Extracted material:
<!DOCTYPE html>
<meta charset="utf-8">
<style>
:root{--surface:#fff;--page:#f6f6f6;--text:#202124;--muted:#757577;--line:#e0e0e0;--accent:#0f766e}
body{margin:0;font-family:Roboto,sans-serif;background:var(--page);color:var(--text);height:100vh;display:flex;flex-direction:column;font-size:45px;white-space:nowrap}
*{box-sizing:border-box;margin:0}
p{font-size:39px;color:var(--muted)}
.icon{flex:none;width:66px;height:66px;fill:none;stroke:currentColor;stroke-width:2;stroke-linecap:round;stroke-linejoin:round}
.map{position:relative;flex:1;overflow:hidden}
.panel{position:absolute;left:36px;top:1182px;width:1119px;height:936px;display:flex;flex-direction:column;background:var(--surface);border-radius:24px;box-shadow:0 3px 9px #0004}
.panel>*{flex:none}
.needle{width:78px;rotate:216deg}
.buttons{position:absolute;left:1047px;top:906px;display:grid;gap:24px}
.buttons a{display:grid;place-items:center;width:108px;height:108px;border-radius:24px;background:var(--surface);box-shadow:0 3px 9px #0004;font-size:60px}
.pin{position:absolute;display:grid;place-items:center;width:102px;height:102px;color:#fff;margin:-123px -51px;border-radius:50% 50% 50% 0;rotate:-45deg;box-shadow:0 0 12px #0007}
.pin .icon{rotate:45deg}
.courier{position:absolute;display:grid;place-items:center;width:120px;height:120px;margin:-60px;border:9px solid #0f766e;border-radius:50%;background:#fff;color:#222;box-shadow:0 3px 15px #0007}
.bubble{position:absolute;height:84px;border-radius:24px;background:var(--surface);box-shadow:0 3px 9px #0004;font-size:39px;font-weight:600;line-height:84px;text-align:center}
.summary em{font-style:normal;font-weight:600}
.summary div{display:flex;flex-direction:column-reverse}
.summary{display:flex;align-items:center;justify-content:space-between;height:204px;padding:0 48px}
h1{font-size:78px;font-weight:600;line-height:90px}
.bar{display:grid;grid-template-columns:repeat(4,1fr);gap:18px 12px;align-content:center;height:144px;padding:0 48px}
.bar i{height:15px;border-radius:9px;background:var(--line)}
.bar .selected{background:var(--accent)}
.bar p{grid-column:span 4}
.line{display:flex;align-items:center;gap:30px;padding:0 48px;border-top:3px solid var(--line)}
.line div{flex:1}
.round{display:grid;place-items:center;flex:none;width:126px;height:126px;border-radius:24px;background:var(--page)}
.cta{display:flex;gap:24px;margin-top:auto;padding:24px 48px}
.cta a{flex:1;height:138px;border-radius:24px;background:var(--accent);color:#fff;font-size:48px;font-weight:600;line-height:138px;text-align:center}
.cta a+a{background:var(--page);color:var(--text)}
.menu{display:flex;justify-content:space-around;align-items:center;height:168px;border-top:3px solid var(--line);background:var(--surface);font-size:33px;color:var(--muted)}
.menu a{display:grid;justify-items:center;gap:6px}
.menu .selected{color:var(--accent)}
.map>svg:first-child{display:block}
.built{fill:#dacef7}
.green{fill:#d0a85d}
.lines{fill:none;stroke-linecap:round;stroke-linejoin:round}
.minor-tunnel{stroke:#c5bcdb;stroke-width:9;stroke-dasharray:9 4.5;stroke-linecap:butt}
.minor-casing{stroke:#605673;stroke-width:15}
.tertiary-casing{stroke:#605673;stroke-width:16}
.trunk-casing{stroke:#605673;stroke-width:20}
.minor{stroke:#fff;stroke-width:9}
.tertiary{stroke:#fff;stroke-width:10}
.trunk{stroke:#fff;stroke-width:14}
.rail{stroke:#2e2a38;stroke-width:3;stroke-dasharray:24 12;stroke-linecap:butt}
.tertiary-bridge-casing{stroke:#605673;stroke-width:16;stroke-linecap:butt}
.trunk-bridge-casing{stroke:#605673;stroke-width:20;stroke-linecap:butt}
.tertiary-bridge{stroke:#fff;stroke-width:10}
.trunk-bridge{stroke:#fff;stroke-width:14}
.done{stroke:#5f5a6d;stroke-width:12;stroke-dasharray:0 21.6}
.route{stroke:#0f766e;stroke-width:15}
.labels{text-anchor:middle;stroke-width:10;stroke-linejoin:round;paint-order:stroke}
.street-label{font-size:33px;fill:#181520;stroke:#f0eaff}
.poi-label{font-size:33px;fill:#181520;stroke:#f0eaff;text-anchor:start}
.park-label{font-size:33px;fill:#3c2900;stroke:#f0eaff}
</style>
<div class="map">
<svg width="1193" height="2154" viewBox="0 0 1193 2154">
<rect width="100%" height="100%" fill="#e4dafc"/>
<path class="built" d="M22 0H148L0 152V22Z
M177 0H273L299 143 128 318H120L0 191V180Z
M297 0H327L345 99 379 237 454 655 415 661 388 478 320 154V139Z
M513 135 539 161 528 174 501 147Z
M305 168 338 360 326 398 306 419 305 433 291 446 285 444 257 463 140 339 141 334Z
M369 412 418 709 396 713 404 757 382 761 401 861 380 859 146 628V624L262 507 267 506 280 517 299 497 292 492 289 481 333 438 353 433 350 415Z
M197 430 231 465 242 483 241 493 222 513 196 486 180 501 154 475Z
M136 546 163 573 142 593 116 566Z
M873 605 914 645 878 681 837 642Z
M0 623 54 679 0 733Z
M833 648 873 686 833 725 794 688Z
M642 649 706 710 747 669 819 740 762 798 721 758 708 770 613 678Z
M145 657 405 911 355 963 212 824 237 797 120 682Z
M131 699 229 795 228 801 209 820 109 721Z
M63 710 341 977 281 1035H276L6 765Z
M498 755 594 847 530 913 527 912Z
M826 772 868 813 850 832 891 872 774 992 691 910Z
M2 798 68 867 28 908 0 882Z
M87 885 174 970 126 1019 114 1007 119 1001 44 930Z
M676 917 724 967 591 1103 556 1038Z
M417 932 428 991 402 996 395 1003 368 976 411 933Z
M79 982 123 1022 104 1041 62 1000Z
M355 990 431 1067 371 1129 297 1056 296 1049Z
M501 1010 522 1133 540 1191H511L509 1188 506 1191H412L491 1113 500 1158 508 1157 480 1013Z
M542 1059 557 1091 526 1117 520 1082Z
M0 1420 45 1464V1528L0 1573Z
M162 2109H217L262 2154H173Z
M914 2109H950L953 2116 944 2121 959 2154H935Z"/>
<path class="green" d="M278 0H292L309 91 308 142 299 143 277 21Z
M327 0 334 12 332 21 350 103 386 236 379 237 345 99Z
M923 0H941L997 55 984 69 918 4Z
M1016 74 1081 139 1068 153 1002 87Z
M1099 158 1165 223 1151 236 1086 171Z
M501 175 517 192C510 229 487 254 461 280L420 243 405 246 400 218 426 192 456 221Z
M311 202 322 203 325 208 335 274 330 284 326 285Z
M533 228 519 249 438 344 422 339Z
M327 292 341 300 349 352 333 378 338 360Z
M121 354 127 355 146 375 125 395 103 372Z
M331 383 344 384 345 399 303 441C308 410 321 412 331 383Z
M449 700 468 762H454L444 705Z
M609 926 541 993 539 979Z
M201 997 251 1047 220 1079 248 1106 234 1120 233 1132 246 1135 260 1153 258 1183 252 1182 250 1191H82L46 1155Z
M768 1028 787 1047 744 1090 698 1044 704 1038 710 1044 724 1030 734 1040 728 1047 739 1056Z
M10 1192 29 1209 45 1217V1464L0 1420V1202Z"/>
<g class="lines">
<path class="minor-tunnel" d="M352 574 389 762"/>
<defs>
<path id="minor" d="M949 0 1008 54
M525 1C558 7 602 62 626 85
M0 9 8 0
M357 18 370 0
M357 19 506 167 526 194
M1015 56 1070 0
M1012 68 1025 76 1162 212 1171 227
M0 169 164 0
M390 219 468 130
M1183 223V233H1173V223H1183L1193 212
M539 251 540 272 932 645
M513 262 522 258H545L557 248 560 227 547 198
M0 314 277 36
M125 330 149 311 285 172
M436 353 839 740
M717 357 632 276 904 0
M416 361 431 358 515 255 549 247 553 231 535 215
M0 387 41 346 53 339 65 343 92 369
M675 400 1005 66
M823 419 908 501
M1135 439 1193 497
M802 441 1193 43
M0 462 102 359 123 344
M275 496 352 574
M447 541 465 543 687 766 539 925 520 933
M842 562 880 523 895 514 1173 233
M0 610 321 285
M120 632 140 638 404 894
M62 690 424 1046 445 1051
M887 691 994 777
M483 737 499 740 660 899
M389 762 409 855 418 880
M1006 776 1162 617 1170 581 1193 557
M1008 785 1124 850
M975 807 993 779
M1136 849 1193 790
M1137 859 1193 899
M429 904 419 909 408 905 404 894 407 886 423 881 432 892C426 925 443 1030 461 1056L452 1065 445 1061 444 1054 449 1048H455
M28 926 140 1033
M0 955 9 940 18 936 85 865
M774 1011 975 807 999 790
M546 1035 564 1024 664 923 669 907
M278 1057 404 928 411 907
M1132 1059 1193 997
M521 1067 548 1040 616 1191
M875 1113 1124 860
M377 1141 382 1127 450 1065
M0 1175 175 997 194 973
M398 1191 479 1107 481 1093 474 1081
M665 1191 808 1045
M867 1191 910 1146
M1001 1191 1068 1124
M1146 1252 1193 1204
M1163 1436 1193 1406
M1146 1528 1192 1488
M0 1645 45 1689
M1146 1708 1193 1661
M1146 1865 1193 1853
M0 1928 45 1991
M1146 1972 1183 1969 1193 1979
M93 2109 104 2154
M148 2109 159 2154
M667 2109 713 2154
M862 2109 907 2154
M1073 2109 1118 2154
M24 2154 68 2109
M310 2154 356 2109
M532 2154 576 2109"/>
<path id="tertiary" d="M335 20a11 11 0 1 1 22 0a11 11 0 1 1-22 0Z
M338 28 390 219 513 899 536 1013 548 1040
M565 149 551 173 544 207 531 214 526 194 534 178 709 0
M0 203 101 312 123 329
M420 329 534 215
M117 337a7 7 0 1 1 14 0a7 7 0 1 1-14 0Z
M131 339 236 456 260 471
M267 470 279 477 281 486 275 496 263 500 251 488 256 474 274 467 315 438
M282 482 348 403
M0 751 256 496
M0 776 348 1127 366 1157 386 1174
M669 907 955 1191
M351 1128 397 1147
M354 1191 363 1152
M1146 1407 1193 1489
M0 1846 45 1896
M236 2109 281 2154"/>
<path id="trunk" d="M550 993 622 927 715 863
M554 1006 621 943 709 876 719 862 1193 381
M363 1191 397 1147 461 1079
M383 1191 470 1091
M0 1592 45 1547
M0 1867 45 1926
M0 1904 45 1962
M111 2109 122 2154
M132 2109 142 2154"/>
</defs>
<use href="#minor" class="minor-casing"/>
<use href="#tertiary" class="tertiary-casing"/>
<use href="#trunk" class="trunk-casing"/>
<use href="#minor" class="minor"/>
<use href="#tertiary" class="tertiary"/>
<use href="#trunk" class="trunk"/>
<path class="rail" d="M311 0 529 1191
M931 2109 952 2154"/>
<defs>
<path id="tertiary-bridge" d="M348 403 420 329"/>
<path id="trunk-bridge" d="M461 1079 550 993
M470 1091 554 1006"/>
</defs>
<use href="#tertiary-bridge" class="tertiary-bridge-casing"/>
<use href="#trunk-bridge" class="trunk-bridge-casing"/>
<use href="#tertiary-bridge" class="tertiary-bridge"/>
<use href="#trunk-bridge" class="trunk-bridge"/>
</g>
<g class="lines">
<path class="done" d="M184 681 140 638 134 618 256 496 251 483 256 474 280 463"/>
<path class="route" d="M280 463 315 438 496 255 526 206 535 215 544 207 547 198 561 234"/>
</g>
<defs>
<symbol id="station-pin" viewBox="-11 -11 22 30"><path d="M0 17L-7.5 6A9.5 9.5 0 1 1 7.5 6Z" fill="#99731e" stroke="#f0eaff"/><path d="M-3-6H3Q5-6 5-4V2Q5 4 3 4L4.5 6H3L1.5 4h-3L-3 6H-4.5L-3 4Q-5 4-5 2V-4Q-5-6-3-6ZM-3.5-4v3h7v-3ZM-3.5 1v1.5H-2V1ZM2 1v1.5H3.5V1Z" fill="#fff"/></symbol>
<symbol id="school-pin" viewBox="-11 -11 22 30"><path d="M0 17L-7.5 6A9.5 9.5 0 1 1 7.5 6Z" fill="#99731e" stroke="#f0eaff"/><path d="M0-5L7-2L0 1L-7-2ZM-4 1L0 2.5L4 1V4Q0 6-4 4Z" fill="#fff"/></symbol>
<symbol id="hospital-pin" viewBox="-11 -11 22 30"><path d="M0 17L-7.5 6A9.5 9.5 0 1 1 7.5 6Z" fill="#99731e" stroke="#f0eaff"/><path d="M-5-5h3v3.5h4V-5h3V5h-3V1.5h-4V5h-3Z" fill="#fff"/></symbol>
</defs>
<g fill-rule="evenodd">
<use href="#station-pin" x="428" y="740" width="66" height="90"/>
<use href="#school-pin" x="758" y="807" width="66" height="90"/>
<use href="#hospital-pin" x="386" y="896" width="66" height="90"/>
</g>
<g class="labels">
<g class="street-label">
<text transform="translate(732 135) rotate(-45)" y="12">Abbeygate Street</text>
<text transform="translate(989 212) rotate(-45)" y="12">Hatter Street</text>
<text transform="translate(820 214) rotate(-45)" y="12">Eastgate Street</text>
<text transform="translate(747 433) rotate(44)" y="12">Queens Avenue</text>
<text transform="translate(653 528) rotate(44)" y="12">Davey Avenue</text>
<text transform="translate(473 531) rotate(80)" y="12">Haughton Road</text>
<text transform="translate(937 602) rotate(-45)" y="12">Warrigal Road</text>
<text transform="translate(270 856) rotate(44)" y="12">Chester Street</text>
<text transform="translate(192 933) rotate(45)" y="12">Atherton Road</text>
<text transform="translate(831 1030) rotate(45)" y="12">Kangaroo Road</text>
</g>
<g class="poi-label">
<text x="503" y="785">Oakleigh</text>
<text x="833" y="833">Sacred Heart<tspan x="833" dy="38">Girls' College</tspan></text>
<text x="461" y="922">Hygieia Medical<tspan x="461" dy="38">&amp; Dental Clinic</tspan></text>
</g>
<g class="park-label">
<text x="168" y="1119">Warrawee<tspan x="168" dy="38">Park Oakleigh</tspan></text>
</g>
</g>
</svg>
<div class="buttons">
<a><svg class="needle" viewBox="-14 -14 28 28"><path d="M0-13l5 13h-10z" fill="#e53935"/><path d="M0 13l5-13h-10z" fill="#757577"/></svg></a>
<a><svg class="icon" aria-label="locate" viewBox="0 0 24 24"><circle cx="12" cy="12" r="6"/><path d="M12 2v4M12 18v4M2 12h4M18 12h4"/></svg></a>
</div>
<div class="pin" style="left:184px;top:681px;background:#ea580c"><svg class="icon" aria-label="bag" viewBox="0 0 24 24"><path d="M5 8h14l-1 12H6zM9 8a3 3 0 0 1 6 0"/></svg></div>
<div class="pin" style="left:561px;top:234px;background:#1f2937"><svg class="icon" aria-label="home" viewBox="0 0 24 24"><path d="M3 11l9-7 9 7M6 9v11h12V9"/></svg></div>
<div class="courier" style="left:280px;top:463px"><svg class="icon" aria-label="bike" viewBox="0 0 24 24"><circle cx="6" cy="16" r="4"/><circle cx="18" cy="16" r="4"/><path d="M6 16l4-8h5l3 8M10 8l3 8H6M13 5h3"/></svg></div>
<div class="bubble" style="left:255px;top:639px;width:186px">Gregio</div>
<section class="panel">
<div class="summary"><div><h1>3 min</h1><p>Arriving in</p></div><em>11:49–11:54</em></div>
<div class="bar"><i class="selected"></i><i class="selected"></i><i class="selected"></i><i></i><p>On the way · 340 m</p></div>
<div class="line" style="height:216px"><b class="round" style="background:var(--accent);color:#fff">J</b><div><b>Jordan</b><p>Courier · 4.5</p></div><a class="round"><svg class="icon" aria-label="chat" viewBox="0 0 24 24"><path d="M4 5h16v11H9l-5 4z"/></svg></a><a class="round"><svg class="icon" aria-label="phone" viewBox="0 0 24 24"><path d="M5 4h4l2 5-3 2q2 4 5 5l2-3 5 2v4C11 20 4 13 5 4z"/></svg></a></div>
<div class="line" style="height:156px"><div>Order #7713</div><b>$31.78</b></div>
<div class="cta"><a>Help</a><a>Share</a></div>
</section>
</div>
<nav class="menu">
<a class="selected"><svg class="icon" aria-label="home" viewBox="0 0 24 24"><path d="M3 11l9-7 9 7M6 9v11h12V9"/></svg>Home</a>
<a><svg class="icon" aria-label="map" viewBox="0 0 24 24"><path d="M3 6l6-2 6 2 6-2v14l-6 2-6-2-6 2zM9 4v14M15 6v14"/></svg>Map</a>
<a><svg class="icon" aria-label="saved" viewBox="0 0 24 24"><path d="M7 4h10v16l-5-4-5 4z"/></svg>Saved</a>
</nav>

Problem to work on:
Which of the lines above contain "buttons"? Return them all.

Exercise solution:
.buttons{position:absolute;left:1047px;top:906px;display:grid;gap:24px}
.buttons a{display:grid;place-items:center;width:108px;height:108px;border-radius:24px;background:var(--surface);box-shadow:0 3px 9px #0004;font-size:60px}
<div class="buttons">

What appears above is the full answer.